Добавить в цитаты Настройки чтения

Страница 58 из 69



Обилие открывшихся фактов позволило уже тогда прийти к некоторым обобщающим выводам. М.Осоргин писал, например, что сами охранники «в личных выгодах поддерживали в России напряженное, хотя и не всегда нормальное и здоровое, революционное брожение»; он утверждал, что были нередки нелегальные организации и группы, где 50–75 % членов являлись сотрудниками охранки[622].

Ленин и его товарищи, возвращавшиеся из эмиграции, узнали о разоблачении Малиновского в Торнео — пограничном городе в Финляндии, из заметки Каменева «Иуда», напечатанной 26 марта в «Правде», — это известие, вспоминал Зиновьев, их ошеломило.

Листая в полутемном зале станции русские газеты и наткнувшись на эту заметку, Ленин «побледнел. Встревожился ужасно… Несколько раз Ильич с глазу на глаз возвращается к этой теме. Короткими фразами. Больше шепотом. Смотрит в глаза. «Экий негодяй! Надул-таки нас. Предатель! Расстрелять мало»[623].

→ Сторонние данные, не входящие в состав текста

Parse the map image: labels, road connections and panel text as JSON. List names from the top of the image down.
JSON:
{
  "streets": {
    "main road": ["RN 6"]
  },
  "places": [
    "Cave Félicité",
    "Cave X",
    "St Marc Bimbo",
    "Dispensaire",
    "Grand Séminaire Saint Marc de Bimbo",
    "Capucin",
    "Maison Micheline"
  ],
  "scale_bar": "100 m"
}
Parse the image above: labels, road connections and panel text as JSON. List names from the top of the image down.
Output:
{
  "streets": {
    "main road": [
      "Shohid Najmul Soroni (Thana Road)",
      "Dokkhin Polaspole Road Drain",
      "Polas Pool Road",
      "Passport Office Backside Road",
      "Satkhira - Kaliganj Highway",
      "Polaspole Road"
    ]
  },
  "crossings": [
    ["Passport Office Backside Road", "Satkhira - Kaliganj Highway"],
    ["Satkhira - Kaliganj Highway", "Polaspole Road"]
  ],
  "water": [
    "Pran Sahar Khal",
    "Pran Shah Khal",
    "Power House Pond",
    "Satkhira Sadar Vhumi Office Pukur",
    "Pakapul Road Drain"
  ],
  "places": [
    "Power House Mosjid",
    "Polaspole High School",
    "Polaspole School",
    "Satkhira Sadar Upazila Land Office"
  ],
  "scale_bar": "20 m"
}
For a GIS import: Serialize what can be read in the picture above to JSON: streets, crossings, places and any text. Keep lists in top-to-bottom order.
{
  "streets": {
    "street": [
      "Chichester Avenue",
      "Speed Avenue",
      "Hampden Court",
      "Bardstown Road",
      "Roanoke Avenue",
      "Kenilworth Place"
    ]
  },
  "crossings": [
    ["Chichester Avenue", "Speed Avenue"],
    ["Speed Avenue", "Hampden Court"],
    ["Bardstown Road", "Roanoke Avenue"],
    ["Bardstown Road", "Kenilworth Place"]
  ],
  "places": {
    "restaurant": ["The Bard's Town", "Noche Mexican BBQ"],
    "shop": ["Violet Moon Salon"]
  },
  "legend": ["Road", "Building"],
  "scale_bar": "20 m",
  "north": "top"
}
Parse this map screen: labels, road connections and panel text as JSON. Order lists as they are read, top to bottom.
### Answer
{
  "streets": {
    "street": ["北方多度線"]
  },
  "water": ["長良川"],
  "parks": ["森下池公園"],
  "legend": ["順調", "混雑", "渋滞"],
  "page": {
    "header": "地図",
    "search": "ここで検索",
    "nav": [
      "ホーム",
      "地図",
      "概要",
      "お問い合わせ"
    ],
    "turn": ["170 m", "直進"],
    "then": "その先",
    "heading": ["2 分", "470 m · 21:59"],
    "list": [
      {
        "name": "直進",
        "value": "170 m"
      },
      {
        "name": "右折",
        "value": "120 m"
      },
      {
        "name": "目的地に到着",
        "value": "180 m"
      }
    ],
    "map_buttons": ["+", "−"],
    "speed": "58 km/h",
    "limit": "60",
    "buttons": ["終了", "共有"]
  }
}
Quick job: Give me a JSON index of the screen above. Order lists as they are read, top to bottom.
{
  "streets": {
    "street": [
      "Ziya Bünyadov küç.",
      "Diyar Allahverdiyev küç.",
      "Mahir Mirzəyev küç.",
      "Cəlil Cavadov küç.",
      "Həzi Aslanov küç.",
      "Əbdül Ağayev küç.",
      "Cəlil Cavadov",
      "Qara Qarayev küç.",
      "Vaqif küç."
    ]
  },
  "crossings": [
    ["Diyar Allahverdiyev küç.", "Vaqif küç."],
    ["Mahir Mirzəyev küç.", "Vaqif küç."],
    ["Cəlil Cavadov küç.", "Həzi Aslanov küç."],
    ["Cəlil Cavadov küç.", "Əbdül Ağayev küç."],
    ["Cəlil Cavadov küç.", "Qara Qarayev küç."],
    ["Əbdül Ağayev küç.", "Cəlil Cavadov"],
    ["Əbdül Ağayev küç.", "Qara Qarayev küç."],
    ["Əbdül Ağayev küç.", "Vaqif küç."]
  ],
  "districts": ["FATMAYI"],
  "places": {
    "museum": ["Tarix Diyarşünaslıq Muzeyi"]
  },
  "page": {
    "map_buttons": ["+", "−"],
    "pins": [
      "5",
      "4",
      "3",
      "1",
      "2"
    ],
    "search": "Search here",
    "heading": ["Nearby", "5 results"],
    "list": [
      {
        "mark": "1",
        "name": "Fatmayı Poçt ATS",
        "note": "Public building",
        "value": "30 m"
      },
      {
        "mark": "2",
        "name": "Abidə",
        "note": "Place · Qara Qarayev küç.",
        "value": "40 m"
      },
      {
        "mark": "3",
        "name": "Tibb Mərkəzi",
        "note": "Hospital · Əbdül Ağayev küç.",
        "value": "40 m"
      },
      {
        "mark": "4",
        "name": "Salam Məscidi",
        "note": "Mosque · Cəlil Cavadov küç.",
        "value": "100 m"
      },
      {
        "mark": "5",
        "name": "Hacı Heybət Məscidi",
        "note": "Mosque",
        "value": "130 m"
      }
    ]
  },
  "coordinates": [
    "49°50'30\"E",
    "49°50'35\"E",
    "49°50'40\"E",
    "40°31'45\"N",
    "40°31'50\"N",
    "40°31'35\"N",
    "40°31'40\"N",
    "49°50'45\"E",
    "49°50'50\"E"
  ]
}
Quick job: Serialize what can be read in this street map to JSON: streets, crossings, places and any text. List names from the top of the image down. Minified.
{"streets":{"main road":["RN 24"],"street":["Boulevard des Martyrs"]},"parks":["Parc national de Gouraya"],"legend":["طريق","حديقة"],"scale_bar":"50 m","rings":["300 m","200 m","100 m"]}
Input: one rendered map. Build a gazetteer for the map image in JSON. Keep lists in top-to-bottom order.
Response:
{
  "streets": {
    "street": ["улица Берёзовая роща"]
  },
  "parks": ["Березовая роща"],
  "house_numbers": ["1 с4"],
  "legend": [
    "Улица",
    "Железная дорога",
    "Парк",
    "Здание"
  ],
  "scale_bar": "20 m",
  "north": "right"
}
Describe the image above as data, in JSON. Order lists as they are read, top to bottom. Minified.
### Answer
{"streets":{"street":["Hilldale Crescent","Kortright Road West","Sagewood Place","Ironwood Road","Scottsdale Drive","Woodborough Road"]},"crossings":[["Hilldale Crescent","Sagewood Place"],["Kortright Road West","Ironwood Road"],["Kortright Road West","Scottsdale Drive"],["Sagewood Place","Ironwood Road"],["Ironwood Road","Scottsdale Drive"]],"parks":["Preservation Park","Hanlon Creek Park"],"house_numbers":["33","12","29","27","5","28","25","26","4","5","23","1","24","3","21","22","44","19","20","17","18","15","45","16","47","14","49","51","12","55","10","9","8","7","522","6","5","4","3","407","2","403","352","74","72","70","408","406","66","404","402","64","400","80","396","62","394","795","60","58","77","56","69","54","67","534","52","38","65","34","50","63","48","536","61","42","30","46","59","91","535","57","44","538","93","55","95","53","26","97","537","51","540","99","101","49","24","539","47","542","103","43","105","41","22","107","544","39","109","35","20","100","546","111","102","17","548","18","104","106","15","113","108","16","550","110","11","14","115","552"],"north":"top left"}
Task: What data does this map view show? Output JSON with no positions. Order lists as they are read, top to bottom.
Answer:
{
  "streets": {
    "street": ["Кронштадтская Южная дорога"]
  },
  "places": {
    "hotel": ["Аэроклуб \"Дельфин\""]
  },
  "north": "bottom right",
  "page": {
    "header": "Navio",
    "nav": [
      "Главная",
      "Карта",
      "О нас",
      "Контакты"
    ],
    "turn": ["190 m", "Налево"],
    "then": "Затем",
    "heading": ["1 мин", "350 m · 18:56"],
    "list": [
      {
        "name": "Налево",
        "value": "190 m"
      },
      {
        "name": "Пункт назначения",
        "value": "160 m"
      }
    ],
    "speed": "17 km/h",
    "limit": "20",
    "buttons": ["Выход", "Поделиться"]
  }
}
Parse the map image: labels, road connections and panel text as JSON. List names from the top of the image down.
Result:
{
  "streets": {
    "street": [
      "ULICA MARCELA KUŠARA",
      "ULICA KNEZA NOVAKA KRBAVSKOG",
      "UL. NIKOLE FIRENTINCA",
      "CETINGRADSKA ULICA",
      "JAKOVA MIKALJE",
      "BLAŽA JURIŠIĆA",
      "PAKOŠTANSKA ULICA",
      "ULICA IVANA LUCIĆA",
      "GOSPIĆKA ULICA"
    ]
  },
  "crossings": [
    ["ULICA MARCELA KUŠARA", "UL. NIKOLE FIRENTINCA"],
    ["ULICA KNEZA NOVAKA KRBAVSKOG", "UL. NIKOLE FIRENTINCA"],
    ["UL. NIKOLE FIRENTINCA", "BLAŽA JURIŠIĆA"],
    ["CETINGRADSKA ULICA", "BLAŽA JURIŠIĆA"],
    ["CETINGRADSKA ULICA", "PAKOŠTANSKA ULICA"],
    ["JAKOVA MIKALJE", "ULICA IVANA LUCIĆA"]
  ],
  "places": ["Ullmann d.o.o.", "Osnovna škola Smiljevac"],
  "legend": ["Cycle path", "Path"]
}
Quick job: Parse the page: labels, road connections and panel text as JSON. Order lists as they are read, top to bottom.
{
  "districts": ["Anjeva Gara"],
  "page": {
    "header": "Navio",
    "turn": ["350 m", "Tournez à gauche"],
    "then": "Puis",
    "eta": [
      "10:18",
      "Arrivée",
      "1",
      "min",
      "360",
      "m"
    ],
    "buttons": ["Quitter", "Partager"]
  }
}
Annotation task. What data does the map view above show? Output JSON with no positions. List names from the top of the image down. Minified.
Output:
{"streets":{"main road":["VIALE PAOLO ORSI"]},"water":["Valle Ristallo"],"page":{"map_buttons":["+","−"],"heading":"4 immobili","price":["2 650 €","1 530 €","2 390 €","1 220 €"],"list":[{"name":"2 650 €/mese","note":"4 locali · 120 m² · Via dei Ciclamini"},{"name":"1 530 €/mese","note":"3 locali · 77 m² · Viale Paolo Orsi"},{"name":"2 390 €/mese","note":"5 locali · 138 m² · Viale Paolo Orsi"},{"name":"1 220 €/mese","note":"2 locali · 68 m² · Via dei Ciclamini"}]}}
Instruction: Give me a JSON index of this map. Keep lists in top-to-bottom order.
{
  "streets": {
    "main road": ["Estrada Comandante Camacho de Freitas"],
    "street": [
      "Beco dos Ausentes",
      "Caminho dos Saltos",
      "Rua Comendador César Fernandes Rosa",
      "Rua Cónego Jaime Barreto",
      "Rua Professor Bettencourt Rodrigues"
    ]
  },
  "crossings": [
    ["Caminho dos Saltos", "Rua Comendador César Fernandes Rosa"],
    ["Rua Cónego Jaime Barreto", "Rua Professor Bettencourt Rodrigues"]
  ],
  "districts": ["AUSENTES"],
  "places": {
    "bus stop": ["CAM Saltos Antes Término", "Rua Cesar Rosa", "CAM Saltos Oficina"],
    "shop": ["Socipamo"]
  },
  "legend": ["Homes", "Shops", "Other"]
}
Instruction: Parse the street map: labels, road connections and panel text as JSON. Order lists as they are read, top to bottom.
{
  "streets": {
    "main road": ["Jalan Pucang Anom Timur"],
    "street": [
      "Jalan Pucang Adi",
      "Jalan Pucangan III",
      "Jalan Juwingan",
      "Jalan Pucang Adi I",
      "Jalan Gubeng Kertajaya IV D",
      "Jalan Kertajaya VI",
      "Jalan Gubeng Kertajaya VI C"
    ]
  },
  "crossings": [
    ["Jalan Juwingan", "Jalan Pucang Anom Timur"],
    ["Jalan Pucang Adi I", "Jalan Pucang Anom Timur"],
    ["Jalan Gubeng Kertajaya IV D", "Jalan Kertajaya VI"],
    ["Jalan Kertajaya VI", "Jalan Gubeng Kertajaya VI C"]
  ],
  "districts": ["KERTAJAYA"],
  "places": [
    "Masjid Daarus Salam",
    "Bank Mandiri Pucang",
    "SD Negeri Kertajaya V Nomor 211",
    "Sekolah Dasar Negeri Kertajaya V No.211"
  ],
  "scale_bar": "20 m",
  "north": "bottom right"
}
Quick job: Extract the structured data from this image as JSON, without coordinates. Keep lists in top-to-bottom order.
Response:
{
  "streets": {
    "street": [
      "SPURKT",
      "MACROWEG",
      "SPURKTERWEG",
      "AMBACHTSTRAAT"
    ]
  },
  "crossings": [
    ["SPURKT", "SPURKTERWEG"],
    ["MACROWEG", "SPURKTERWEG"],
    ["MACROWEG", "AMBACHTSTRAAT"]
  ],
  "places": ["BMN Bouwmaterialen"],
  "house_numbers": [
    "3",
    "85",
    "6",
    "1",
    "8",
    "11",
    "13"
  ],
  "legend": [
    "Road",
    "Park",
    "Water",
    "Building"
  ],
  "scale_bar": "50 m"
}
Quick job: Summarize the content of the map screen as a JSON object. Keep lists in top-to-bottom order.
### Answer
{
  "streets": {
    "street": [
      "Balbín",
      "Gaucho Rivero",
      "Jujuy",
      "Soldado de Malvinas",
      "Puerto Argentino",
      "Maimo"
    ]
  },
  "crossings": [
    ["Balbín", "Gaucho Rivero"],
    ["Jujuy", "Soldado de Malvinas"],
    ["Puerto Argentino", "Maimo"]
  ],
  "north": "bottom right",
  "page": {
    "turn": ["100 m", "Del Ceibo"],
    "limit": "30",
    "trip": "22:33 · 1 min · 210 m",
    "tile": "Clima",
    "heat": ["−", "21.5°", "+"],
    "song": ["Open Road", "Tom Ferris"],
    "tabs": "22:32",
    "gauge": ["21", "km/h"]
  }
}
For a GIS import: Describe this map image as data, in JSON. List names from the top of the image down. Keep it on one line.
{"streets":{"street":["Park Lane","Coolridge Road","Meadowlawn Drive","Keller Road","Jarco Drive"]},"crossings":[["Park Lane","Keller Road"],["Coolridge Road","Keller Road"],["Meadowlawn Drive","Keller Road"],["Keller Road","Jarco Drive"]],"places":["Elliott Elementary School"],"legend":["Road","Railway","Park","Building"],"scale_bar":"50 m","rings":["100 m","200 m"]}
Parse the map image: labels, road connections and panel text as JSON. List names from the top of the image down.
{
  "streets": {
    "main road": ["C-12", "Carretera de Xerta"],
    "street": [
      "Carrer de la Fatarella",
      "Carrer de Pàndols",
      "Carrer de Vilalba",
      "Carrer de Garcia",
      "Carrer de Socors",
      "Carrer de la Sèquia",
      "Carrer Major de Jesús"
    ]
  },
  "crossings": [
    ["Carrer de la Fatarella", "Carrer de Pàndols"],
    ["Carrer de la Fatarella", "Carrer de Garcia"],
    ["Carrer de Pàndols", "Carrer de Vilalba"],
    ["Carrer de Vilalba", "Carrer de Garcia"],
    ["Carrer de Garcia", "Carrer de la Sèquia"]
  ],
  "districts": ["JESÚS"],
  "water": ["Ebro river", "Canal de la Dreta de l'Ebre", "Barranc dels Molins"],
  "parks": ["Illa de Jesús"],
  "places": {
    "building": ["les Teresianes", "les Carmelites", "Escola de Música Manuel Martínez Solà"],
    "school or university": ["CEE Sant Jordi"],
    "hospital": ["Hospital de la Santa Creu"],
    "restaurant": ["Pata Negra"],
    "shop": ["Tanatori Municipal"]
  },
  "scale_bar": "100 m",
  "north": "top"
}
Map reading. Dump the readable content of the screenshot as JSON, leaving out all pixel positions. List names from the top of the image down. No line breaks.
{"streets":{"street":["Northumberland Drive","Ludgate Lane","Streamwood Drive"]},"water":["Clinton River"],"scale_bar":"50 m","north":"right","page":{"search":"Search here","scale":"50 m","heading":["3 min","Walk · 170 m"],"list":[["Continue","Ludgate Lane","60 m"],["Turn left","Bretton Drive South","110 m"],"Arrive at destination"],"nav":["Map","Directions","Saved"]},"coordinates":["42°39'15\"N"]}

Второе по счету официальное расследование дела Малиновского несравнимо по своим результатам ни с первым, ни с третьим. Чрезвычайная следственная комиссия, опиравшаяся на неограниченную поддержку новой власти, располагала возможностями, каких не могло быть у эмигрантов. Разместилась она в Зимнем дворце. «Подымаюсь по лестнице — комнаты направо, комнаты налево, — везде строчат, гудят, как шмели, трещат машинки. Десятки судей, прокуроров, председателей судов, палат пристегнуты сюда в качестве профессиональных работников», — так описывал свои первые впечатления С.А.Коренев — один из 25 (по другим данным — 59) «пристегнутых» к комиссии следователей[624]. Расследование 1917 г. выделяется и количеством допрошенных по делу Малиновского свидетелей (до трех десятков), и общим объемом времени, затраченного на выяснение всех обстоятельств дела, — расследование продолжалось до осени. Тот факт, что сам Малиновский оставался вне пределов досягаемости, существенно не повлиял на доказательную силу выводов, полученных путем сопоставления свидетельских показаний и документов, впервые извлеченных из полицейских архивов.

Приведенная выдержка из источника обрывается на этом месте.